§ Dataset excerpts
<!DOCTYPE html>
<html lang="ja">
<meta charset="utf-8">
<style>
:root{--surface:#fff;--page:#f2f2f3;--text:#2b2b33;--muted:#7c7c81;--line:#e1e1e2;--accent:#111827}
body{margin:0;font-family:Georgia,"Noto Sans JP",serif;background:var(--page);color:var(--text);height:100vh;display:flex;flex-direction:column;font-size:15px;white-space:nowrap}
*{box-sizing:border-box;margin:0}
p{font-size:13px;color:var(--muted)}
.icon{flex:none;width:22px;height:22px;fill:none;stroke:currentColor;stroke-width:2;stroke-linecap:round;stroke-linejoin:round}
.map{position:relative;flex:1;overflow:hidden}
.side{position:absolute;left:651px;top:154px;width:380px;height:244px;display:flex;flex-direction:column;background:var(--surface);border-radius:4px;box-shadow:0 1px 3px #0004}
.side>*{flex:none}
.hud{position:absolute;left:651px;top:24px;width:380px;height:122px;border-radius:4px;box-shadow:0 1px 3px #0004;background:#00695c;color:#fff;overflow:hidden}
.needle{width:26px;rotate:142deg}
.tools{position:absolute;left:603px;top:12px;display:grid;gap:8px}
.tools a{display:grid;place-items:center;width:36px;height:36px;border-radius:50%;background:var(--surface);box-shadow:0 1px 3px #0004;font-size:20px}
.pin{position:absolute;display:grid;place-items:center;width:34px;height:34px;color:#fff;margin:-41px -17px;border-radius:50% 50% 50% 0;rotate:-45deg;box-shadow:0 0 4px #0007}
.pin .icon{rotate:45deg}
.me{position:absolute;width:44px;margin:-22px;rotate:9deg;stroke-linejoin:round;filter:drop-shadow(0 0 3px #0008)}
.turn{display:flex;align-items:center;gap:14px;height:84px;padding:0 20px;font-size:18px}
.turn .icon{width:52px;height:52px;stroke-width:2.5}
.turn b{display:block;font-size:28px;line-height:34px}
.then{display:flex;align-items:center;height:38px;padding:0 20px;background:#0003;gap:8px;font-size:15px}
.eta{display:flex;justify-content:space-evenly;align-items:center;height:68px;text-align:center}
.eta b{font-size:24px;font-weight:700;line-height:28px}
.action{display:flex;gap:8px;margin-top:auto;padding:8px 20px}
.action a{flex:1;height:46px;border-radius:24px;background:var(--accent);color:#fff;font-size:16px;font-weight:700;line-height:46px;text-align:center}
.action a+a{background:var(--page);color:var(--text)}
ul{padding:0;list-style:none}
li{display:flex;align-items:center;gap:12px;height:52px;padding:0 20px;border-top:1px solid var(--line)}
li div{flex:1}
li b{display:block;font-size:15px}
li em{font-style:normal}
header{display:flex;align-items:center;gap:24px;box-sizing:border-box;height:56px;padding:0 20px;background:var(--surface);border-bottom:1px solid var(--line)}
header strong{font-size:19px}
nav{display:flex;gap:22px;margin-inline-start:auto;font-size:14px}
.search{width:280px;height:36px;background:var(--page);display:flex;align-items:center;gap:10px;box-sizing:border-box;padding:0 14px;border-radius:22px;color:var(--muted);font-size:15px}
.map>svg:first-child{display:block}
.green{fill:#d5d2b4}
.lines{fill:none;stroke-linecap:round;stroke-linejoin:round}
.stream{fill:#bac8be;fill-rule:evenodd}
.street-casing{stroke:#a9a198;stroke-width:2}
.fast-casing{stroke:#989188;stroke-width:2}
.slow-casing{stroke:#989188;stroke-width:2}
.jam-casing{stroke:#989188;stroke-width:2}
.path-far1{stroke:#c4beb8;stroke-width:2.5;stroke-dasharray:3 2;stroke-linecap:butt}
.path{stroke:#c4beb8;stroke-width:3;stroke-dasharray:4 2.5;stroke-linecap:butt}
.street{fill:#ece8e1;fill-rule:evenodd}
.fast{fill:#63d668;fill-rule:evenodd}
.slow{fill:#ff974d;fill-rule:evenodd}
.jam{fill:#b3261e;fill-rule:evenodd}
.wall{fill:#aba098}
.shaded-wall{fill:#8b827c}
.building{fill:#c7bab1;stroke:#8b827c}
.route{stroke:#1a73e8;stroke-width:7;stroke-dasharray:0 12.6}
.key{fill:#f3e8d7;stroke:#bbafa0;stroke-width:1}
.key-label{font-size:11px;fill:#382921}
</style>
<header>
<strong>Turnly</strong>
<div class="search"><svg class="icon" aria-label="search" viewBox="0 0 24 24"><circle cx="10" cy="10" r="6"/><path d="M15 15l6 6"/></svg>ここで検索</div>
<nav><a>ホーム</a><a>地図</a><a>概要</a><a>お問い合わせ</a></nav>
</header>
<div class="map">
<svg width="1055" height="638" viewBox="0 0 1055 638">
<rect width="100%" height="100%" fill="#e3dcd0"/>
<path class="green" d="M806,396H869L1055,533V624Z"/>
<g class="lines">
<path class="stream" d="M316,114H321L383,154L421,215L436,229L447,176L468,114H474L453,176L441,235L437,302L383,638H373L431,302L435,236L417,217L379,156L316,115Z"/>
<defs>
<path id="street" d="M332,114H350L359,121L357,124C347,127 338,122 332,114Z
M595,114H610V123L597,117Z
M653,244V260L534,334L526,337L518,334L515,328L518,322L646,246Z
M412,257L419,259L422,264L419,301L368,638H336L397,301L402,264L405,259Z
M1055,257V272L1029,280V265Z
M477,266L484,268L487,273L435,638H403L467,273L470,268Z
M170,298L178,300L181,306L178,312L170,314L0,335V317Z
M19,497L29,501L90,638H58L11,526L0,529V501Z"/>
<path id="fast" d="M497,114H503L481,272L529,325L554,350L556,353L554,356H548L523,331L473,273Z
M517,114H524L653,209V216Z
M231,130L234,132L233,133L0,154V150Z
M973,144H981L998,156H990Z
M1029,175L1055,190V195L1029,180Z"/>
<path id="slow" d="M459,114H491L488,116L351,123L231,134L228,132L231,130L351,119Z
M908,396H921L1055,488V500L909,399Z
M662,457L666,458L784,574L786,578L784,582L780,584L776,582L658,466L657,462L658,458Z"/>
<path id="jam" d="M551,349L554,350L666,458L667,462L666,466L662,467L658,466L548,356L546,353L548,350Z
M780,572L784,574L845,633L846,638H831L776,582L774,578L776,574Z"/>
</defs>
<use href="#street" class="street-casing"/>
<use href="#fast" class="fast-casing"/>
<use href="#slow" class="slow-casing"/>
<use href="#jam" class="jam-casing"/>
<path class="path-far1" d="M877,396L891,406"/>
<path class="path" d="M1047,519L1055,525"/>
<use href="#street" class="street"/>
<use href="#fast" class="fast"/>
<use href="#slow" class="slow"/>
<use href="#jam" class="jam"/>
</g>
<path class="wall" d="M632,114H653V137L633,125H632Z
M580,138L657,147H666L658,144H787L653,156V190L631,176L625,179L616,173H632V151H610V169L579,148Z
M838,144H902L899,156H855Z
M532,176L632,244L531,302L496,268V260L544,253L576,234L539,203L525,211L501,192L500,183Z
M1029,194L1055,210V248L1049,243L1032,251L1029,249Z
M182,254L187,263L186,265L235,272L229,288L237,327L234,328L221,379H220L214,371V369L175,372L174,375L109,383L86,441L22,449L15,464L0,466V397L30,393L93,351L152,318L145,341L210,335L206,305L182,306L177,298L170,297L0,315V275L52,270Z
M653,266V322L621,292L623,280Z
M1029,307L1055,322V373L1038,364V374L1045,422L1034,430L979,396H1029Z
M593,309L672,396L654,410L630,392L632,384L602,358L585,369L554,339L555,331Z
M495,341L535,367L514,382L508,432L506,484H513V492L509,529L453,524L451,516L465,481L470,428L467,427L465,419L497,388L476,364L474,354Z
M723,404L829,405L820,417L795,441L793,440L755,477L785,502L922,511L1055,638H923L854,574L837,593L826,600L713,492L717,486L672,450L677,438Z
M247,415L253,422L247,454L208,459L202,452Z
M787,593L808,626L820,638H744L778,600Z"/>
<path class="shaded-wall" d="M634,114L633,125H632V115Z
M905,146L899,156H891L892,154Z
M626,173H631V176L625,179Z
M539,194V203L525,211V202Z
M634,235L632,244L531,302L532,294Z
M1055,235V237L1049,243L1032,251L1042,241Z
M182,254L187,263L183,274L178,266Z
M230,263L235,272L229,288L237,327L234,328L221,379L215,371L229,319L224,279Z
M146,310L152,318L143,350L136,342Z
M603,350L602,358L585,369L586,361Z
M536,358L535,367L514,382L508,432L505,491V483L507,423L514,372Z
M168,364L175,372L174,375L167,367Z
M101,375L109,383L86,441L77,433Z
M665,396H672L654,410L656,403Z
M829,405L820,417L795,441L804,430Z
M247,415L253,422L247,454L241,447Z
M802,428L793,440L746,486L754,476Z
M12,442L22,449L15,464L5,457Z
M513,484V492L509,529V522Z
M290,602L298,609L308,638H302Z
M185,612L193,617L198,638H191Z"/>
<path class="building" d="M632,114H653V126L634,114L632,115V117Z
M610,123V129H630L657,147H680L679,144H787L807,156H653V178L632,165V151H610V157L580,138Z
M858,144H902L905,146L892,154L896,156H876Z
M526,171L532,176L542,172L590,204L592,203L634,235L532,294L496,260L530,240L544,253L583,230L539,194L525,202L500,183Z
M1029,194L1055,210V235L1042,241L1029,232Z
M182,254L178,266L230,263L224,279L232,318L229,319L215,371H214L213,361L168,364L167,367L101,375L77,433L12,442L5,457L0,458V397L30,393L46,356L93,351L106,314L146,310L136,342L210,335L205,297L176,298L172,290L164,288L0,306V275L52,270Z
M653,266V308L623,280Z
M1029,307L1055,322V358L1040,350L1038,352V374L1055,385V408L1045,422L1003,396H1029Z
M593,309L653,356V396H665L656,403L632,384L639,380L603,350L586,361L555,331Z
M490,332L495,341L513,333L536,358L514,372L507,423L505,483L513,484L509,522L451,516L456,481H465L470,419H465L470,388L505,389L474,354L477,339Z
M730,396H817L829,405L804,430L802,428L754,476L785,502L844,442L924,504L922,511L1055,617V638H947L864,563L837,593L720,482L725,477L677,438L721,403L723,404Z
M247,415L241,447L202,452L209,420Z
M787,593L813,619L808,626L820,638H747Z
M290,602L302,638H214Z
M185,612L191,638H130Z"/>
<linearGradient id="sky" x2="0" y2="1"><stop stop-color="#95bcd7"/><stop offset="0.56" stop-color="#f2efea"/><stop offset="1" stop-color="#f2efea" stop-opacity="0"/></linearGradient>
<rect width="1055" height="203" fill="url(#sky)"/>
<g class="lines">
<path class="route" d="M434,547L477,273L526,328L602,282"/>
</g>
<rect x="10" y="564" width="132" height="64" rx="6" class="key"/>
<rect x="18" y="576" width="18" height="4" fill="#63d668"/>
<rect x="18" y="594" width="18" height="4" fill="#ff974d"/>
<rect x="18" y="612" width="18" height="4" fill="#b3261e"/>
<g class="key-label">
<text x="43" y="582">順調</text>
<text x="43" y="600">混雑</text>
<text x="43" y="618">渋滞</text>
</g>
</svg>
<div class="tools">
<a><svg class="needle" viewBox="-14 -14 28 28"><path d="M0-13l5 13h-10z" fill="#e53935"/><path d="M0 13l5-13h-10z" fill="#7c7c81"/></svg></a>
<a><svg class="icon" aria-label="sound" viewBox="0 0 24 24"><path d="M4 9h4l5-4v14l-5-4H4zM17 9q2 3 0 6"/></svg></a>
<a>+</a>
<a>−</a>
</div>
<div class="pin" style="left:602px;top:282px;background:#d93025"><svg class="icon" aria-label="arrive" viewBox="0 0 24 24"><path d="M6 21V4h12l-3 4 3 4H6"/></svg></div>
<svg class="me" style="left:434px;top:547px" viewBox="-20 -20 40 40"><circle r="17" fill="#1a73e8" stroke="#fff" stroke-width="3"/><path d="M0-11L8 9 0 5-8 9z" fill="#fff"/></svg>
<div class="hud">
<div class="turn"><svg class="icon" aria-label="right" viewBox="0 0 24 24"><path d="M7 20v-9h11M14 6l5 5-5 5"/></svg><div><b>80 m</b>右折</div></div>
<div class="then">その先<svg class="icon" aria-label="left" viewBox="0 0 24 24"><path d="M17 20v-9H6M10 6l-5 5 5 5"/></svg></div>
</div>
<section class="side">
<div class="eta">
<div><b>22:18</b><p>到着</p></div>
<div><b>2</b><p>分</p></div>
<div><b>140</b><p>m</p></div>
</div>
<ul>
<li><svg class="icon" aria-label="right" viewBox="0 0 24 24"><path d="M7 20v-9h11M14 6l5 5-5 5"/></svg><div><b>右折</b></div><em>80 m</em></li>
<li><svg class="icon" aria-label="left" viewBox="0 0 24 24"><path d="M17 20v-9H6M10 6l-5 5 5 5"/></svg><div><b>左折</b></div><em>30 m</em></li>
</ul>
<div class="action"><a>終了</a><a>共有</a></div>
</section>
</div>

§ Exercise objective
Using the material above, report each line where "place" occurs.

§ Result
.tools a{display:grid;place-items:center;width:36px;height:36px;border-radius:50%;background:var(--surface);box-shadow:0 1px 3px #0004;font-size:20px}
.pin{position:absolute;display:grid;place-items:center;width:34px;height:34px;color:#fff;margin:-41px -17px;border-radius:50% 50% 50% 0;rotate:-45deg;box-shadow:0 0 4px #0007}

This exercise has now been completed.